*TASK DIRECTIONS*. Each line with the word "body" must appear in the answer, copied from the records.

-=-=-=-=-

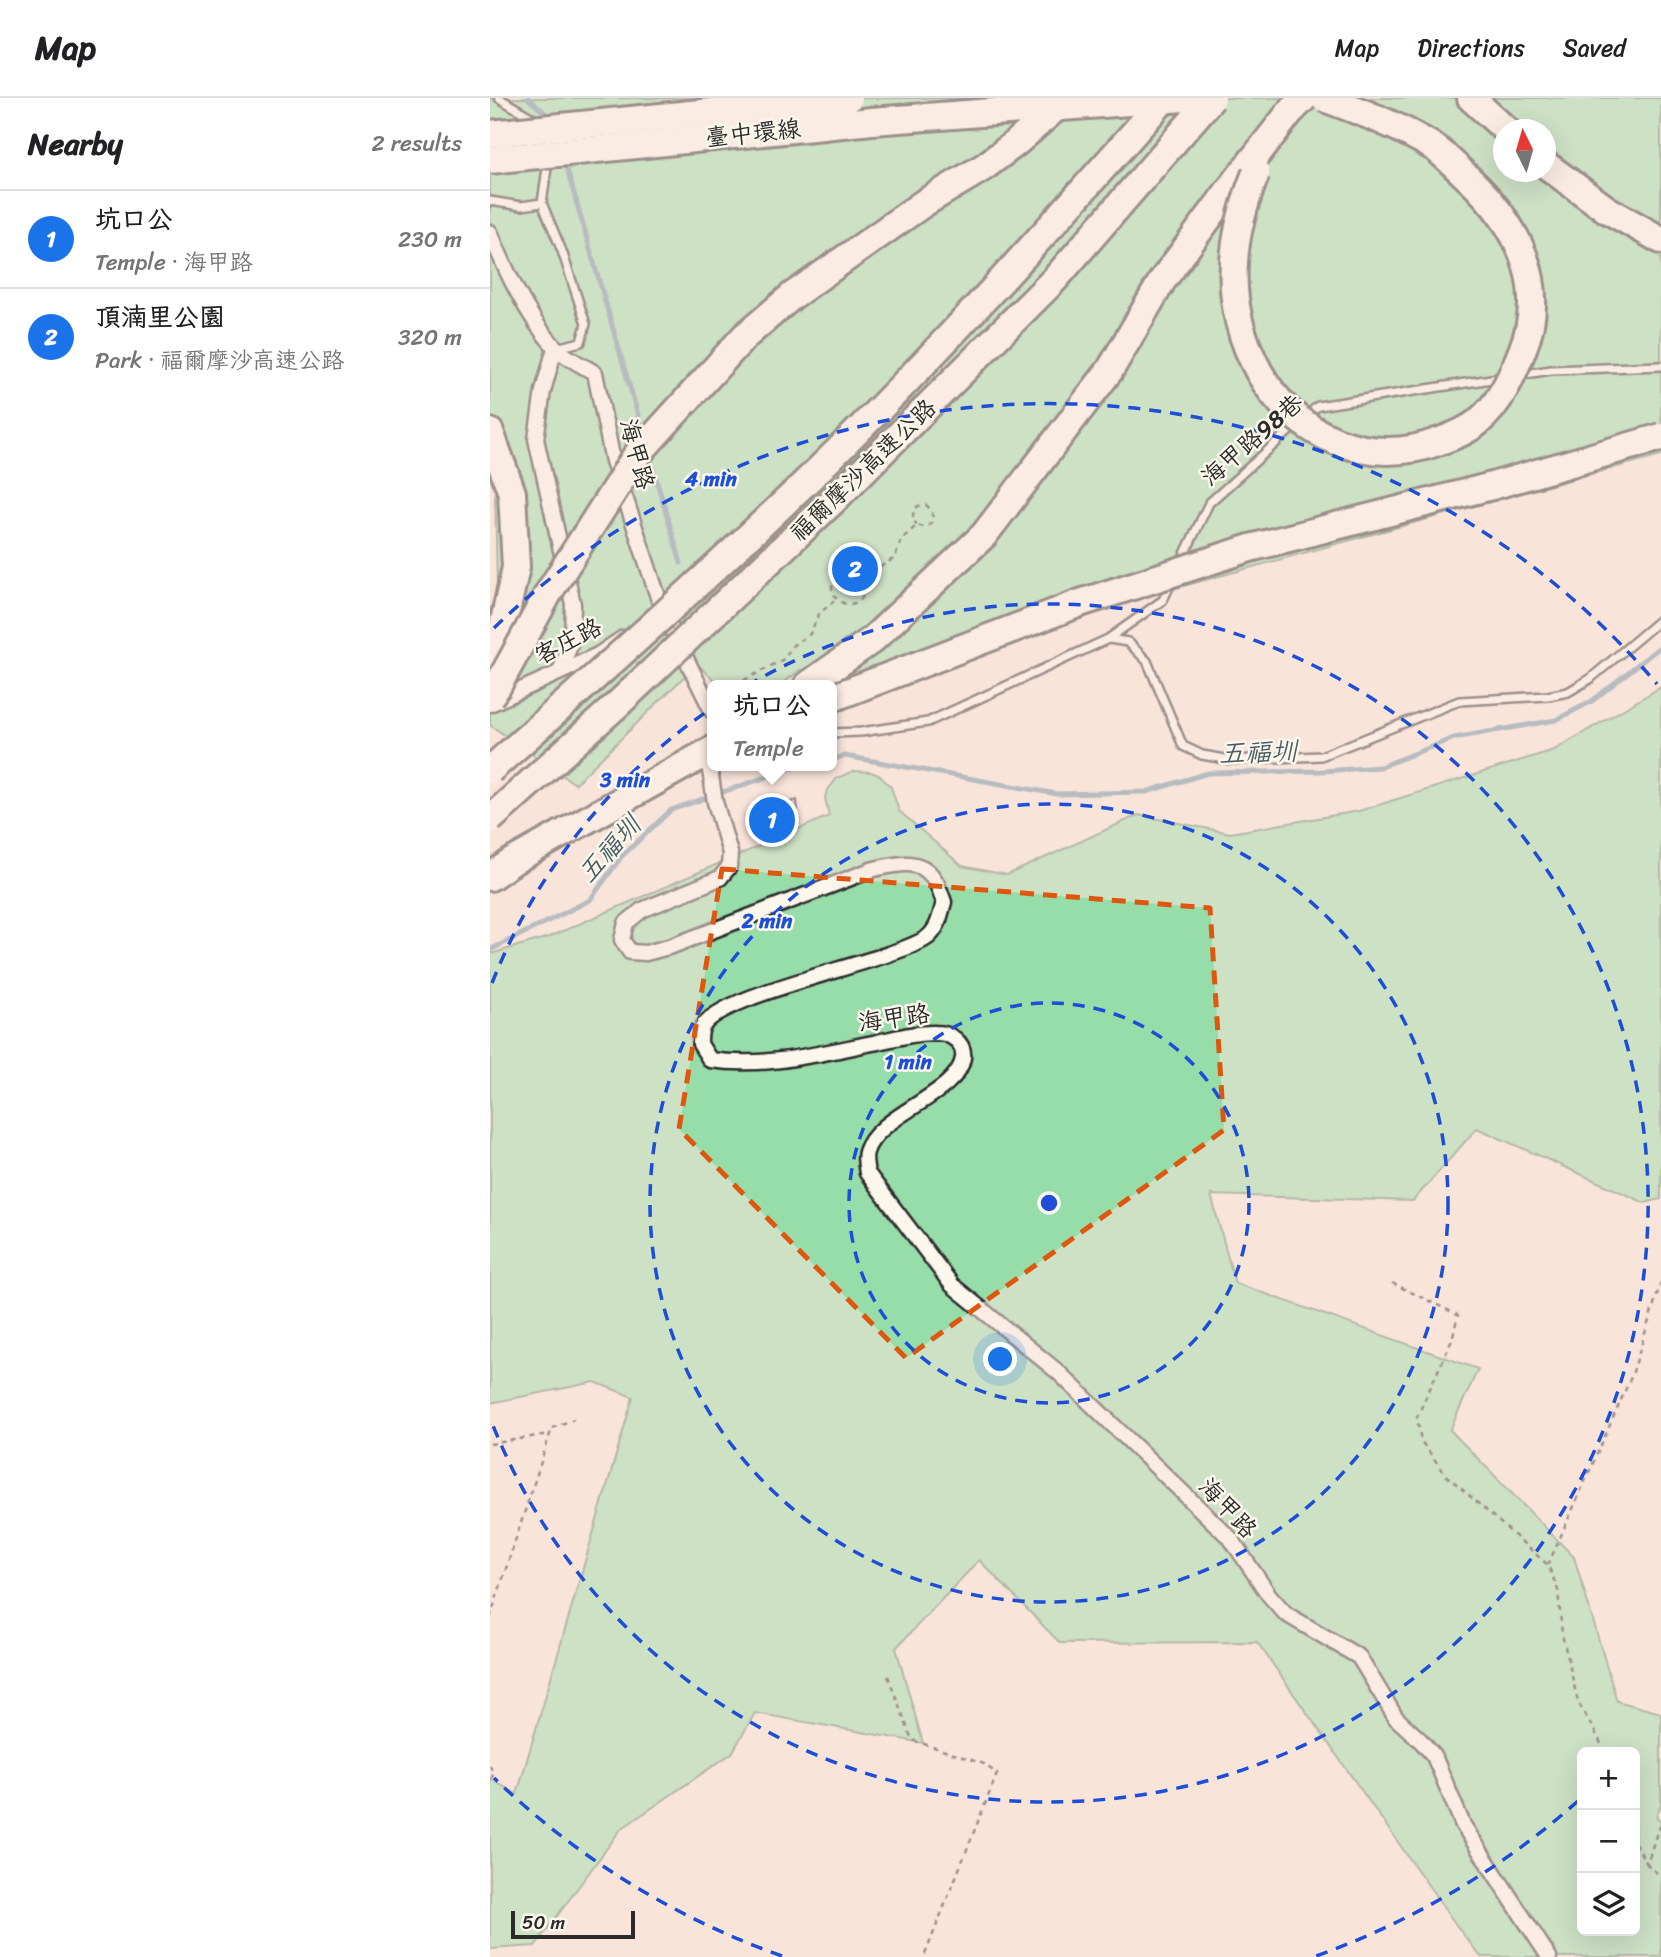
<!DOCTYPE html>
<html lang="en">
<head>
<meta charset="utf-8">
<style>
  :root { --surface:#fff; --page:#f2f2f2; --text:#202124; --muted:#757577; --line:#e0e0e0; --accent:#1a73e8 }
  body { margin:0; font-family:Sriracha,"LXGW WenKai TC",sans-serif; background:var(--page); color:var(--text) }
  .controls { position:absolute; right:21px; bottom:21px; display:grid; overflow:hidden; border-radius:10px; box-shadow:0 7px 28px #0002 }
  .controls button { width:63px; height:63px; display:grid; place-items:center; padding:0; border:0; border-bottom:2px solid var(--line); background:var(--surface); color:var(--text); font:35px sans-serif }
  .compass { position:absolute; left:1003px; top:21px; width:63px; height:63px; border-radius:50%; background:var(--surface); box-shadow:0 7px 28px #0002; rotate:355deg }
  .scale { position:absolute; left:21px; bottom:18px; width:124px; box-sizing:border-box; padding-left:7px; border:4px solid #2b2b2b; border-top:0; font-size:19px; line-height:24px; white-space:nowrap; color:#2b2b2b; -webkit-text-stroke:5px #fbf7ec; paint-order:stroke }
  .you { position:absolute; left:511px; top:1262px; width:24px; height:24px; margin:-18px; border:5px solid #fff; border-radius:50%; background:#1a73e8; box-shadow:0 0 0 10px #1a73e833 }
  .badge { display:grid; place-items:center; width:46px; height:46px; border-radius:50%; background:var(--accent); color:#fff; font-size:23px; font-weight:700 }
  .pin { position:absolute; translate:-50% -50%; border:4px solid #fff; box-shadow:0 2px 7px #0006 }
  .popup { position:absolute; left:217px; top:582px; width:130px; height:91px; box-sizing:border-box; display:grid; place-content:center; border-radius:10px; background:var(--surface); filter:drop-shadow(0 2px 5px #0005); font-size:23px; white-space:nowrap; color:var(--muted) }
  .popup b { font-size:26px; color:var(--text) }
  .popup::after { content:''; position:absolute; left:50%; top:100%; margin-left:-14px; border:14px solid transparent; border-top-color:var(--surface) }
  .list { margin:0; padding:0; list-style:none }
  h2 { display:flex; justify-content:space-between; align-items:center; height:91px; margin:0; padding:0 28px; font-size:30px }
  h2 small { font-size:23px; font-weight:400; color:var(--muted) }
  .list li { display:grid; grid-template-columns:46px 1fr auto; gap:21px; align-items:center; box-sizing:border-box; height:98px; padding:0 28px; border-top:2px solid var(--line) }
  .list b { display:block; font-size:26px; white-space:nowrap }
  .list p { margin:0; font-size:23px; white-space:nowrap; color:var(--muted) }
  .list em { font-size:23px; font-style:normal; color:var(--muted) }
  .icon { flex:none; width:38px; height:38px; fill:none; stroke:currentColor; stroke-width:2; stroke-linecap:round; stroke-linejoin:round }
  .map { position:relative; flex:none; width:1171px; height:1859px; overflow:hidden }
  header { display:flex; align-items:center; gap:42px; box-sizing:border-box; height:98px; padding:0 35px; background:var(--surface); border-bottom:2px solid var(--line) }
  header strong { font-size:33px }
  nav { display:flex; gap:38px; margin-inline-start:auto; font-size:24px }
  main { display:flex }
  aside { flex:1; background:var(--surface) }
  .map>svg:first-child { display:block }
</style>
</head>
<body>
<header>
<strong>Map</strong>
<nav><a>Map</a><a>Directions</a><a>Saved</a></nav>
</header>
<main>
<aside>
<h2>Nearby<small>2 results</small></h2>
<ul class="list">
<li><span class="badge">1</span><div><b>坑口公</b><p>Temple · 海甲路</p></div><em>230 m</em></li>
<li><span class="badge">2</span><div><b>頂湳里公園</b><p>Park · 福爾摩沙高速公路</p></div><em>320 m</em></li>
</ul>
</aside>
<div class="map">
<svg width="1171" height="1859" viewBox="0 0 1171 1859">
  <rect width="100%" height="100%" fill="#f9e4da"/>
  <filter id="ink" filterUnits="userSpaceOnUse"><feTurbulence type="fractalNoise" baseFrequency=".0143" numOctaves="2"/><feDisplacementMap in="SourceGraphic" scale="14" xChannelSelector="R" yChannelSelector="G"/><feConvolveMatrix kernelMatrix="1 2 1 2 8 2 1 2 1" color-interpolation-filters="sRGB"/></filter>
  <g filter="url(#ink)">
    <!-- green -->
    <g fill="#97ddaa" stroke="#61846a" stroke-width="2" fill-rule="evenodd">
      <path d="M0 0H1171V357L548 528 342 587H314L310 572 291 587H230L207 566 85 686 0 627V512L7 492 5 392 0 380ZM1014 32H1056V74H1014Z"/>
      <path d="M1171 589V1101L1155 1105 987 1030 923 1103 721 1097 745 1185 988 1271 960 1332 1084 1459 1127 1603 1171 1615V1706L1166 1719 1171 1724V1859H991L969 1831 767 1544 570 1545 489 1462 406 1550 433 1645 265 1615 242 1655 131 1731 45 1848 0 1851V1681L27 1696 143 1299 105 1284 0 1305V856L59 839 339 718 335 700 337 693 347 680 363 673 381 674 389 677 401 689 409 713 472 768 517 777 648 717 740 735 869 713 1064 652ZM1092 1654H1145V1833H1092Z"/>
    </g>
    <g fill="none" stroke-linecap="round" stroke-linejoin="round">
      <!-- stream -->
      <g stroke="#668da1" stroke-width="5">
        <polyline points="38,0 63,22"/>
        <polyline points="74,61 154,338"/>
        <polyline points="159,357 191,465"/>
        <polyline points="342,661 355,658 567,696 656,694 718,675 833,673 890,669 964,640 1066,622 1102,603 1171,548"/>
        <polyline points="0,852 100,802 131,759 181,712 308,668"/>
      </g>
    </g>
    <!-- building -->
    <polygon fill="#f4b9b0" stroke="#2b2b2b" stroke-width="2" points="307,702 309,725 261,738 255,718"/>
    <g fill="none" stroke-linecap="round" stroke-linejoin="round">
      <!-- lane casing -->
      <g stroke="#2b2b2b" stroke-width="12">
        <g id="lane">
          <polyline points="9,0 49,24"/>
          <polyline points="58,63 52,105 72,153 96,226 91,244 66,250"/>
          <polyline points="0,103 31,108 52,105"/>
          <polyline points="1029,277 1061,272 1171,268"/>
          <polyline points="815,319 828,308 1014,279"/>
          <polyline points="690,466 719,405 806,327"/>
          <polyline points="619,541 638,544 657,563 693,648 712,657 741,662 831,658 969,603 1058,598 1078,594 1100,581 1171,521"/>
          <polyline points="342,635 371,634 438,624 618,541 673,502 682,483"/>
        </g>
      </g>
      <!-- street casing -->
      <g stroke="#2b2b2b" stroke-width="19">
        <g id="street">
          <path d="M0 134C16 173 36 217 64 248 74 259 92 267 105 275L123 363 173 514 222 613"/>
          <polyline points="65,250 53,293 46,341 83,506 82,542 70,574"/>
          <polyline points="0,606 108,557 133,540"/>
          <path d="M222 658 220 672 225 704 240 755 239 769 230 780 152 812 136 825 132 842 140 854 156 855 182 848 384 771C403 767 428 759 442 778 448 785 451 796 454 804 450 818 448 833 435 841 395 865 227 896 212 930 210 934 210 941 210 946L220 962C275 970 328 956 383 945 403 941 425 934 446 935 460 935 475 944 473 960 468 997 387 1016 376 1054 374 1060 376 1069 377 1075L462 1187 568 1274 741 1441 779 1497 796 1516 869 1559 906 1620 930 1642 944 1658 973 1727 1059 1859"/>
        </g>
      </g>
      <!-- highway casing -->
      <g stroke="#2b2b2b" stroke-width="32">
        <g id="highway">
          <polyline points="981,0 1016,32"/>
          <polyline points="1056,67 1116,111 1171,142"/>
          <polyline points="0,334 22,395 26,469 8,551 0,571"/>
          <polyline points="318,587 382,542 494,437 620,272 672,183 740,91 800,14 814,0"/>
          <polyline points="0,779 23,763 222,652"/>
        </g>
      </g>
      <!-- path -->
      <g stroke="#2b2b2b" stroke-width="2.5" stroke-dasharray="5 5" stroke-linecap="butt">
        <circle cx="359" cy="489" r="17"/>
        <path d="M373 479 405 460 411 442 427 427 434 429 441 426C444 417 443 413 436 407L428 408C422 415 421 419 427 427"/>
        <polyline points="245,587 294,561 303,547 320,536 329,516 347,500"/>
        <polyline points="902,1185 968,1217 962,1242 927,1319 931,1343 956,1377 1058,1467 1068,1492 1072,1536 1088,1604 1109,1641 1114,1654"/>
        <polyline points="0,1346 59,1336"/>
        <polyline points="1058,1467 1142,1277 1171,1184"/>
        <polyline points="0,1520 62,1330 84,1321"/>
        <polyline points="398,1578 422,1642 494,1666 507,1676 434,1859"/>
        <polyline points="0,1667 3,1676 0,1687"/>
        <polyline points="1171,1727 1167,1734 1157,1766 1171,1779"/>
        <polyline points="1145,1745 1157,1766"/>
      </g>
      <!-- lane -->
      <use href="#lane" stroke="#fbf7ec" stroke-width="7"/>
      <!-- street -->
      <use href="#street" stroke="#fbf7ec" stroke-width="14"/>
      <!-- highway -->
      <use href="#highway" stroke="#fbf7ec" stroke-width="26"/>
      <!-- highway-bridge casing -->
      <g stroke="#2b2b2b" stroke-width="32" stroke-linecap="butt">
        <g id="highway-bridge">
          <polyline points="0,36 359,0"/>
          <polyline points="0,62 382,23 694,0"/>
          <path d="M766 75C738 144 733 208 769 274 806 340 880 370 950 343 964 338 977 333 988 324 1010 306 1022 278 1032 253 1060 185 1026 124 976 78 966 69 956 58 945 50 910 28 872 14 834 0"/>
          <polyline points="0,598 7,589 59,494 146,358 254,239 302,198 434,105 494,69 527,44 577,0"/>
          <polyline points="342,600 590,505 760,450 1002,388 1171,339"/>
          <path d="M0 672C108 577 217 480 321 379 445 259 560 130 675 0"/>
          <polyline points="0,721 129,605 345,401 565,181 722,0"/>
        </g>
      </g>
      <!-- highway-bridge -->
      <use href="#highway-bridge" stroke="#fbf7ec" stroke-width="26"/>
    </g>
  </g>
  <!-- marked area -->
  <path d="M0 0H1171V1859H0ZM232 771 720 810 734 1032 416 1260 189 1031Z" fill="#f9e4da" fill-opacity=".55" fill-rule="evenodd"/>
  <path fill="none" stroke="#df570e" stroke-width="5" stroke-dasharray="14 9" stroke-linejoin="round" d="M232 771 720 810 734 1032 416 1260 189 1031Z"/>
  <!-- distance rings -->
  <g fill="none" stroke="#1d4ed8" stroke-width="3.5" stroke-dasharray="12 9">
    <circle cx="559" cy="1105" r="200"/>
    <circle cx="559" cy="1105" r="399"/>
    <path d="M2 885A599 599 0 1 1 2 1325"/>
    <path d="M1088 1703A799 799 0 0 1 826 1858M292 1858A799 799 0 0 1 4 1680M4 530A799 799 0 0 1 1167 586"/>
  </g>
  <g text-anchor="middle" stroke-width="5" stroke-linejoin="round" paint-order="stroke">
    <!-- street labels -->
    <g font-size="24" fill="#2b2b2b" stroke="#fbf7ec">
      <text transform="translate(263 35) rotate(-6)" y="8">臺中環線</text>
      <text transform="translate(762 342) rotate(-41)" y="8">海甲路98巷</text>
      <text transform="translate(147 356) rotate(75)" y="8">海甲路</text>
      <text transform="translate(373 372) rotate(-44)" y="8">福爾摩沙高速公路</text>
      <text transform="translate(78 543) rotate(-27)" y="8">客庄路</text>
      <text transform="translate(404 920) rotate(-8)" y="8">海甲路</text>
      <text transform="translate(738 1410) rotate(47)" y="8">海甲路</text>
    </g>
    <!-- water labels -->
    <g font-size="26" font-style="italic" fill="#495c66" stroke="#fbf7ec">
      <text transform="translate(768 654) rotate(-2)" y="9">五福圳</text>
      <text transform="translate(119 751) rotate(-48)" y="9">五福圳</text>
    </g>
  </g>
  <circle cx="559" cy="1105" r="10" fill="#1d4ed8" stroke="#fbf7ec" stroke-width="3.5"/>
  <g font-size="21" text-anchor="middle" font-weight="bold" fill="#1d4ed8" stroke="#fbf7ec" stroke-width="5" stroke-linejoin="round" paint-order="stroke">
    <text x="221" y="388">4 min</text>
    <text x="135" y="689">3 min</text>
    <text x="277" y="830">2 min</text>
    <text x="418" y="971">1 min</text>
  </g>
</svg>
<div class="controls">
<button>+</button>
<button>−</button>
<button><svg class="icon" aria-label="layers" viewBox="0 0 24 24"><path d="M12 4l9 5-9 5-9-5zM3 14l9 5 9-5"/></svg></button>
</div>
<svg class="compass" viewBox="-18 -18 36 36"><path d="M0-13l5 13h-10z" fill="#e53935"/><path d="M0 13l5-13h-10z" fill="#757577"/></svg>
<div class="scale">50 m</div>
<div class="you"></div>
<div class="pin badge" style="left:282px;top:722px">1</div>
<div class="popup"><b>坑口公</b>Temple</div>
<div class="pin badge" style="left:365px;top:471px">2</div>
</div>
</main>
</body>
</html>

-=-=-=-=-

*ANSWER SECTION*.
  body { margin:0; font-family:Sriracha,"LXGW WenKai TC",sans-serif; background:var(--page); color:var(--text) }
<body>
</body>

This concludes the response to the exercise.